Tips on Python collections - Alex Marandon (original) (raw)

Published on 11 June 2011, updated on 11 June 2011, Comments

Here is a short series of simple tips for working with Python collections. It’s nothing fancy but I found by reading other people’s code that not everybody is aware of these techniques.

This is an adaptation of a post I’ve originally written in French. There is also a Chinese version.

Checking if a list is empty

It’s not necessary to call the function len to check if a list is empty because an empty list evaluates to False. So instead of doing:

if len(mylist):
    # Do something with my list
else:
    # The list is empty

You can simply do:

if mylist:
    # Do something with my list
else:
    # The list is empty

Getting indexes of elements while iterating over a list

Sometimes you need to iterate over a list and at the same time get the index of each element. Instead of doing:

i = 0
for element in mylist:
    # Do something with i and element
    i += 1

You can simply do:

for i, element in enumerate(mylist):
    # Do something with i and element
    pass

Sorting a list

It’s quite common to sort a list based on one of the characteristics of its elements. Here for example, we create a list of persons:

class Person(object):
    def __init__(self, age):
        self.age = age

persons = [Person(age) for age in (14, 78, 42)]

We then want to sort the list based on the age. Here is how we could do it:

def get_sort_key(element):
    return element.age

for element in sorted(persons, key=get_sort_key):
    print "Age:", element.age

We define a function that returns the attribute we want to use as a sorting criteria and we pass this function as the key argument to the function sorted. This kind of sorting is so common that Python standard library includes ready-made functions to do that.

from operator import attrgetter

for element in sorted(persons, key=attrgetter('age')):
    print "Age:", element.age

attrgetter is a higher-order function that returns a function similar to ourget_sort_key function. We saved a few keystrokes (in that respect a lambdawould have been good too) but more importantly I feel it makes the code easier to read.

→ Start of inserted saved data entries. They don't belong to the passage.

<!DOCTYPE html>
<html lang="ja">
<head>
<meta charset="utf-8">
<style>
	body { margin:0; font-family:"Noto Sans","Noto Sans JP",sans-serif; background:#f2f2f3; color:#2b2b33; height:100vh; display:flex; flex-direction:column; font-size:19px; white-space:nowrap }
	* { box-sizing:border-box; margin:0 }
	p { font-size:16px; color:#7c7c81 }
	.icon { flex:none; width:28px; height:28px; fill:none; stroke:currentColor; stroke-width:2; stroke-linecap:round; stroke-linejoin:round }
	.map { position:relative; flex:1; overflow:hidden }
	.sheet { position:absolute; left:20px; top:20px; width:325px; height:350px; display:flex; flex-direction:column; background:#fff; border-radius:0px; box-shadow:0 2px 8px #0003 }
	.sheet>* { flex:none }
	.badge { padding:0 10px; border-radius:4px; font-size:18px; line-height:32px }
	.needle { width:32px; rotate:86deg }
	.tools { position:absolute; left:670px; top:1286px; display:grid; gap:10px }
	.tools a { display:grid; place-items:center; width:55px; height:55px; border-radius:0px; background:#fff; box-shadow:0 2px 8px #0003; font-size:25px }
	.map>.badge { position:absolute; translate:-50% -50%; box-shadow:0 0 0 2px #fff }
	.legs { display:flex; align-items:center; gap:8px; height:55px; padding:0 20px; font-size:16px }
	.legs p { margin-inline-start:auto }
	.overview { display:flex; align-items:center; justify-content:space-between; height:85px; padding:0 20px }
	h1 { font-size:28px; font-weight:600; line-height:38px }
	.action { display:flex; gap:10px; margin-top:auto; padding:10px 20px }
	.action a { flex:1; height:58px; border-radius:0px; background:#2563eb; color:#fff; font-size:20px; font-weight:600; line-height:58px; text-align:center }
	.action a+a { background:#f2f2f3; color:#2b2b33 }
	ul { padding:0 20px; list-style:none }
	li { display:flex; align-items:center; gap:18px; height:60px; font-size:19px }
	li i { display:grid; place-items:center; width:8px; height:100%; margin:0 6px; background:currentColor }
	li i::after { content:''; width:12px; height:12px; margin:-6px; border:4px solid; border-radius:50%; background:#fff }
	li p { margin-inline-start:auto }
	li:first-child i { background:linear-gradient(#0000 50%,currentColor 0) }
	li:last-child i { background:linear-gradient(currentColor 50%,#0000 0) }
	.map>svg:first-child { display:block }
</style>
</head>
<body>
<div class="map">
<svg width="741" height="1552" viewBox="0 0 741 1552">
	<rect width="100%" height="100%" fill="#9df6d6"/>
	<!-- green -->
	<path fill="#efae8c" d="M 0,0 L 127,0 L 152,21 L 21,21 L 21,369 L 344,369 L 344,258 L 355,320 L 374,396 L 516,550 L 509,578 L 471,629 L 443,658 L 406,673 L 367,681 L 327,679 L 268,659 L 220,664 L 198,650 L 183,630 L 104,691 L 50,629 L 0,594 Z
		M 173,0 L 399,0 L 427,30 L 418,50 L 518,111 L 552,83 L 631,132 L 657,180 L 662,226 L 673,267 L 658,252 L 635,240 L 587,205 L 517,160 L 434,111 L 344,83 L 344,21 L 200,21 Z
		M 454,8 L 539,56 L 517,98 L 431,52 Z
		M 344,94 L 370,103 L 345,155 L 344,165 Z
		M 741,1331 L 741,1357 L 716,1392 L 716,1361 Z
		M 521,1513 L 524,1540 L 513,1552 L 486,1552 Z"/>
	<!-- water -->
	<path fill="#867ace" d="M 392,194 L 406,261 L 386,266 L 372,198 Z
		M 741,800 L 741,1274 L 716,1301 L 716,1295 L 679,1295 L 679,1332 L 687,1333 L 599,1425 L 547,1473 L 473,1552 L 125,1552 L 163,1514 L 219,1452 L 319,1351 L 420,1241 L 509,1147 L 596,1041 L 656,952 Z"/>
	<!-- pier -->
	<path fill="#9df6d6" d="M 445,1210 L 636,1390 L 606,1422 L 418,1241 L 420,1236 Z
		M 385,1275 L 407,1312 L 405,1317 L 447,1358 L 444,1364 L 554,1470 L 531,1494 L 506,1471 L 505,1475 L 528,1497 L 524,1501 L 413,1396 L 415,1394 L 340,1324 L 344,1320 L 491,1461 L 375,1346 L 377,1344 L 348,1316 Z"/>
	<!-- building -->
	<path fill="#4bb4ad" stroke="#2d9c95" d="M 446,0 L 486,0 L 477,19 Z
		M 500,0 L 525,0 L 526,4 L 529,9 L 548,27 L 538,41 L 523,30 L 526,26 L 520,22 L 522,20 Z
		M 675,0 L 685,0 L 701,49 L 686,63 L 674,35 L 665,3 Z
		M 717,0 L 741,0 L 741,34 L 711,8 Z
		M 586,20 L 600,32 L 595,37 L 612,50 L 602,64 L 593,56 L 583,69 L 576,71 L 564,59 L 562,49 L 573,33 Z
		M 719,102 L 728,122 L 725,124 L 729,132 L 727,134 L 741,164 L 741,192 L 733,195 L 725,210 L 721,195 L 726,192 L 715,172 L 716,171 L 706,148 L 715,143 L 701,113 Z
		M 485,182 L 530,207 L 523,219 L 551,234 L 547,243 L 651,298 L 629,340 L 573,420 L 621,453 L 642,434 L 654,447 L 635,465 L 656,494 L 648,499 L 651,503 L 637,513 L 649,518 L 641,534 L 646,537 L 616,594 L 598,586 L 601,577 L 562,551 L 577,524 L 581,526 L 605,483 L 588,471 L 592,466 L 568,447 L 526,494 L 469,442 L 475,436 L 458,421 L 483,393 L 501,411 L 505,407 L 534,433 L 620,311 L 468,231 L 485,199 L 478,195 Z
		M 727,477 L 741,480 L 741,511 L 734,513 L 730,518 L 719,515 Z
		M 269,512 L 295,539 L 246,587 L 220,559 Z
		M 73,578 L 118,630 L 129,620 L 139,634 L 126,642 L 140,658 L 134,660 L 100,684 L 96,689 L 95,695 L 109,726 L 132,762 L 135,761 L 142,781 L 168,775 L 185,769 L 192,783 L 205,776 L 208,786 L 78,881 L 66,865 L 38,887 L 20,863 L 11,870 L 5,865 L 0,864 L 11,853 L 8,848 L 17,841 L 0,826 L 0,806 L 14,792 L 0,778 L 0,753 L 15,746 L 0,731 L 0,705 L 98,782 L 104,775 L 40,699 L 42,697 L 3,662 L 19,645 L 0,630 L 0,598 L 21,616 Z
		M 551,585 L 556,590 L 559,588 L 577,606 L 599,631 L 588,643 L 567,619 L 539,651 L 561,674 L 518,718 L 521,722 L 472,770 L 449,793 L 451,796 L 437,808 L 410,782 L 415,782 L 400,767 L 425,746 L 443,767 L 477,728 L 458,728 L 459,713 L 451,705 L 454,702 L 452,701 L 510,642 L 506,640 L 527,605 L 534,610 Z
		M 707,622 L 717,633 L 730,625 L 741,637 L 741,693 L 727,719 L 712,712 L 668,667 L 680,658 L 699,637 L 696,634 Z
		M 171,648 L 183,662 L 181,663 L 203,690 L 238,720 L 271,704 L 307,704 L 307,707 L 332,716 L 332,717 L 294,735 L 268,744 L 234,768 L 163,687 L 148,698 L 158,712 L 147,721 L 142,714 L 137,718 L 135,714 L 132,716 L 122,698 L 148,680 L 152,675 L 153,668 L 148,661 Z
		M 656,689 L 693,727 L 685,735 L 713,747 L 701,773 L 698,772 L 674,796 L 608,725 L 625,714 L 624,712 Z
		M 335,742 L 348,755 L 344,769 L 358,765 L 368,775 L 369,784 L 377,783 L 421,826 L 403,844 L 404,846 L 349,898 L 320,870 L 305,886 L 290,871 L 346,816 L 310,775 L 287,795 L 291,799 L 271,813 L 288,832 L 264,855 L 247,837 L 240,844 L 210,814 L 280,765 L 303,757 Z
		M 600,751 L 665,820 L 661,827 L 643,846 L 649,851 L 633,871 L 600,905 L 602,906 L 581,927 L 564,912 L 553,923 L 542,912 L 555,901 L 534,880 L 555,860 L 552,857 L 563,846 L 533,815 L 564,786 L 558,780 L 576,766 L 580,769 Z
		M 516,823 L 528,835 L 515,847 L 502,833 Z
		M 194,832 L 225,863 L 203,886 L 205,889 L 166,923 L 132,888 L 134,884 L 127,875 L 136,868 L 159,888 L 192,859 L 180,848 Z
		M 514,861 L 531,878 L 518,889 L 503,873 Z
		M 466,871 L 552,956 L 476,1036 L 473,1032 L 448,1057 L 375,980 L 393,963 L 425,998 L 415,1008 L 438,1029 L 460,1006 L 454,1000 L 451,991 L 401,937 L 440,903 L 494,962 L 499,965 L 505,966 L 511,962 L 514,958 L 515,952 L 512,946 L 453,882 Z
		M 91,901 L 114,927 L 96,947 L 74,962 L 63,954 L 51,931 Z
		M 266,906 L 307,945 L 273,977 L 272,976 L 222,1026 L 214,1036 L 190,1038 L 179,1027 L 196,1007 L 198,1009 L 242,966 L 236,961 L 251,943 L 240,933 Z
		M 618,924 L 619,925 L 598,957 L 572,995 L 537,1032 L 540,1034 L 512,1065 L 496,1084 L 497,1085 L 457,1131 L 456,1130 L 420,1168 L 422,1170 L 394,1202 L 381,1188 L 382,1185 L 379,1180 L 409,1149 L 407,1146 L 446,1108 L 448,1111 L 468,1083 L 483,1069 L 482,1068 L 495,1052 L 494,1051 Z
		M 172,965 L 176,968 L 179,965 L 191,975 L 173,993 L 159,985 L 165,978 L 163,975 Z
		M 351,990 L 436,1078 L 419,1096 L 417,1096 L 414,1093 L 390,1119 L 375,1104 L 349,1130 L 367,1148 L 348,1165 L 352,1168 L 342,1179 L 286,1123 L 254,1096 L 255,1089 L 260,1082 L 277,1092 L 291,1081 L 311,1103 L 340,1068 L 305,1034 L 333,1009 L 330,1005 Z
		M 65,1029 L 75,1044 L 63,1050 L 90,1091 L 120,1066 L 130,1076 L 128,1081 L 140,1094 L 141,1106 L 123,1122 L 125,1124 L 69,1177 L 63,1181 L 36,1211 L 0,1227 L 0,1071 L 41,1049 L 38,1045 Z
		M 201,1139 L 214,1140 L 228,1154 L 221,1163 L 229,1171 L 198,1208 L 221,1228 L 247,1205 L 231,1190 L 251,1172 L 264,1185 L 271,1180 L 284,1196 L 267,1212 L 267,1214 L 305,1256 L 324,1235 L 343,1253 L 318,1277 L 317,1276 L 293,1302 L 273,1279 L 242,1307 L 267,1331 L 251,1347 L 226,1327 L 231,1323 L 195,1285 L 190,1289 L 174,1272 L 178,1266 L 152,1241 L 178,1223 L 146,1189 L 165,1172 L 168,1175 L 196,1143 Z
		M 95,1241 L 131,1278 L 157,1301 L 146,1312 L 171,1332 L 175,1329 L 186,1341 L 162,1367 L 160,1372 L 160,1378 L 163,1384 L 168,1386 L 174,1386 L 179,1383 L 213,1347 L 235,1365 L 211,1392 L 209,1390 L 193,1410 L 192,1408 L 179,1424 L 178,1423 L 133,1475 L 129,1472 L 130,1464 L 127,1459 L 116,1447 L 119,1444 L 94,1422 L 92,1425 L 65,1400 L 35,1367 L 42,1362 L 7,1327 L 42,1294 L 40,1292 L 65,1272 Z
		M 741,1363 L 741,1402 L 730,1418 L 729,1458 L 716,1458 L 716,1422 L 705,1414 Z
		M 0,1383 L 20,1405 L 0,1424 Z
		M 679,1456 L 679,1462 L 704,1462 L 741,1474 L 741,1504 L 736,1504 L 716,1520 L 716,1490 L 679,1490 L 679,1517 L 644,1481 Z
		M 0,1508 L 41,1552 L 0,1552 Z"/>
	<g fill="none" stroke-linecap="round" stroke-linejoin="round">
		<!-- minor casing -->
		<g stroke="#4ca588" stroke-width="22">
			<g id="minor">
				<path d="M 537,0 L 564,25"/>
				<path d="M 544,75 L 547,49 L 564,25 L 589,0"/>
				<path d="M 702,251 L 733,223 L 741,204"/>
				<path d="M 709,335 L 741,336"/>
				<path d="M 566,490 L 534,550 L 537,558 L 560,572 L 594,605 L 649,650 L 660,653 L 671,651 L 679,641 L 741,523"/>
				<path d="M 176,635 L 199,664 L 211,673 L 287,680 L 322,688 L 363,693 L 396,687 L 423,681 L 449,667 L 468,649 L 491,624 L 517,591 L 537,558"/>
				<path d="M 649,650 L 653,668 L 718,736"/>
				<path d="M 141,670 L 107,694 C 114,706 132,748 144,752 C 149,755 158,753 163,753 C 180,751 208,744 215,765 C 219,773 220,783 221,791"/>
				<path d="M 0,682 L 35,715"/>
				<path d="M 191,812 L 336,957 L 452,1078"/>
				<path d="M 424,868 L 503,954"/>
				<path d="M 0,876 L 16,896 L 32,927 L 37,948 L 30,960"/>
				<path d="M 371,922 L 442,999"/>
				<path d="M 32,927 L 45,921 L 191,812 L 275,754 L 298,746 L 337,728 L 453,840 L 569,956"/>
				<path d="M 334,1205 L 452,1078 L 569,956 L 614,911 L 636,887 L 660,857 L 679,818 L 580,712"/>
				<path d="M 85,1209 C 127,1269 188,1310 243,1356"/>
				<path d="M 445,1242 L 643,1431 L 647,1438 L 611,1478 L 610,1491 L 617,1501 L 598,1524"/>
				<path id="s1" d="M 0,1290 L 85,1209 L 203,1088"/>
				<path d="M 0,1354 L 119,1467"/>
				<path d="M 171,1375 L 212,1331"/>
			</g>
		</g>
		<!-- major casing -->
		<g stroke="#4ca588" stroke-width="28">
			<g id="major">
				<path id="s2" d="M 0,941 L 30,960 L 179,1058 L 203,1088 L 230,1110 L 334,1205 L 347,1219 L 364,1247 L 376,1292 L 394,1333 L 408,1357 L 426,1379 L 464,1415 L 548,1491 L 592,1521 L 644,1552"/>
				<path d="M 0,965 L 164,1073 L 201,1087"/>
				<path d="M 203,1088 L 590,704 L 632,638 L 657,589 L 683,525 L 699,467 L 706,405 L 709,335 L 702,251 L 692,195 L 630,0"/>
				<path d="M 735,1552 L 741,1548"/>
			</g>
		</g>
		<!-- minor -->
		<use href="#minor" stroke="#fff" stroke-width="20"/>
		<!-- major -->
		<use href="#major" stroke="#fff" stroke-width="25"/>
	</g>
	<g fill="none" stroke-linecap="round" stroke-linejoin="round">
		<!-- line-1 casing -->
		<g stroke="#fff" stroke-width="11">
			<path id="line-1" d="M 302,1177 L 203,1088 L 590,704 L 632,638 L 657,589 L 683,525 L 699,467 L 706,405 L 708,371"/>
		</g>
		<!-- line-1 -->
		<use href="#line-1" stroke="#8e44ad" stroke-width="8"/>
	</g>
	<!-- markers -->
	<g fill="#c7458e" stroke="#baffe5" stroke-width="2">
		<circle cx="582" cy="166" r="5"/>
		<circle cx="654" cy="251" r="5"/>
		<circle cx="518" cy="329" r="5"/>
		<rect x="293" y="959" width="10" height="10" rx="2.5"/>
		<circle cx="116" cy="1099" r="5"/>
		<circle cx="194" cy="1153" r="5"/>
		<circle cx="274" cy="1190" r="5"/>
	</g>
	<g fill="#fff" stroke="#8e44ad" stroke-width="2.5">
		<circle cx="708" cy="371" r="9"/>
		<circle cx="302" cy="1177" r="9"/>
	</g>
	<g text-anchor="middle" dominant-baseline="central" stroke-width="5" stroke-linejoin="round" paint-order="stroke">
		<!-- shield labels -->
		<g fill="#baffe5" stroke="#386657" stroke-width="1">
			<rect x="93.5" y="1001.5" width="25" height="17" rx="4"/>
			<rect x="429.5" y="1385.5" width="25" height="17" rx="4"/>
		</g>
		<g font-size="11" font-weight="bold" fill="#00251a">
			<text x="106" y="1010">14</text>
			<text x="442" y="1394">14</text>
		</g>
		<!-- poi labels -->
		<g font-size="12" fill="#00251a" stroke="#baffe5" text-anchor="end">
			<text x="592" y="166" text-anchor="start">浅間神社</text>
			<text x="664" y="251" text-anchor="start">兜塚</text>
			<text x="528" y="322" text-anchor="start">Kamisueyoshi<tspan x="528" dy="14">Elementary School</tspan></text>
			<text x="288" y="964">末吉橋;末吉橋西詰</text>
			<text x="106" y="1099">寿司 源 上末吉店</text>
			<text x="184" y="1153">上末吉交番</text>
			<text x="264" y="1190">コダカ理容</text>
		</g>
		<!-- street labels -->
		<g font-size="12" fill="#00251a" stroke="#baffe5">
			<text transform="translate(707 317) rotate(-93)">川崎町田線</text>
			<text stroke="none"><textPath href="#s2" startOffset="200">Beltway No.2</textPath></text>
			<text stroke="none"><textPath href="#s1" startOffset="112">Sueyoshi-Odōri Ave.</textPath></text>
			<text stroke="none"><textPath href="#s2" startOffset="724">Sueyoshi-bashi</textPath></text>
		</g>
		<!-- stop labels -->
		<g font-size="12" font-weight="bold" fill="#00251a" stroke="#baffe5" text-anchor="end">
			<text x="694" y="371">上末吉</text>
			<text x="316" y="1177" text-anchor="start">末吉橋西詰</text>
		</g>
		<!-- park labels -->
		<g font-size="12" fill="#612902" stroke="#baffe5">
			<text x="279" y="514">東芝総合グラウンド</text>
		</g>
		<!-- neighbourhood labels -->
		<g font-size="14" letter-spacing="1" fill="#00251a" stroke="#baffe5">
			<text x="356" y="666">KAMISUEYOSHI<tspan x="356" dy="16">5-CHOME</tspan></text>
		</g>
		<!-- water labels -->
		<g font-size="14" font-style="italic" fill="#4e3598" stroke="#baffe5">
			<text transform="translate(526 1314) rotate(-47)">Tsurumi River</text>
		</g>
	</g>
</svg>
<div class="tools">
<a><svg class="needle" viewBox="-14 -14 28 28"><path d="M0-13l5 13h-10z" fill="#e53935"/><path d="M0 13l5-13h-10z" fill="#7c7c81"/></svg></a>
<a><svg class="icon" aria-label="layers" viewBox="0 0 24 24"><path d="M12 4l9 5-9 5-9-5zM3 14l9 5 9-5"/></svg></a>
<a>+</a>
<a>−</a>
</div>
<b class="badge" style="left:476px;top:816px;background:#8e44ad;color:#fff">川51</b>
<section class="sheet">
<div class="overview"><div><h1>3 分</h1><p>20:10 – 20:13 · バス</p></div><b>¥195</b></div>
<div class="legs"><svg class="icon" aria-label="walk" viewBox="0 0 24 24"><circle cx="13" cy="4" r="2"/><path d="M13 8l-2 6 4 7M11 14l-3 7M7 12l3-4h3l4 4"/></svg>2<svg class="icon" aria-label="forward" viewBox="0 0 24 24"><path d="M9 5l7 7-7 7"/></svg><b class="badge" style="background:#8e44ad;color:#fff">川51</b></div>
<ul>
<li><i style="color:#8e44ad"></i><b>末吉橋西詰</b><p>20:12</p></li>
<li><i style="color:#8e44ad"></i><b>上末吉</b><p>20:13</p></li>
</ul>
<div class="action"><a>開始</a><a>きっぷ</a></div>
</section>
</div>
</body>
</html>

When you see attrgetter you know immediately what it will get an_attribute_. The operator module also provides itemgetter andmethodcaller and I’m sure you can guess what they do.

Grouping elements in a dictionary

The last tip I’ll give you today is about dictionaries. It’s a quite common task to group elements of a list based on a criteria. In order to do that we build a dictionary of lists indexed by that criteria. Let’s say we have list of persons.

class Person(object):
    def __init__(self, age):
        self.age = age

persons = [Person(age) for age in (78, 14, 78, 42, 14)]

Now we want to group these persons by age. One approach could be:

persons_by_age = {}

for person in persons:
    age = person.age
    if age in persons_by_age:
        persons_by_age[age].append(person)
    else:
        persons_by_age[age] = [person]

assert len(persons_by_age[78]) == 2

For each iteration we test if the key exists using the in operator. It it’s not present, we need to create a list for this key using the current element.

The collections module offers a defaultdict that sightly simplify this process.

from collections import defaultdict

persons_by_age = defaultdict(list)

for person in persons:
    persons_by_age[person.age].append(person)

When you create a defaultdict, you pass it a callable that it will use to create values for the dict when a key is missing. Here we pass it list so it’s going to create a list for each new key.

That’s it for now. I hope some of these tips will be useful to you. If you have more tips on collections, please feel free to share in the comments. Thanks!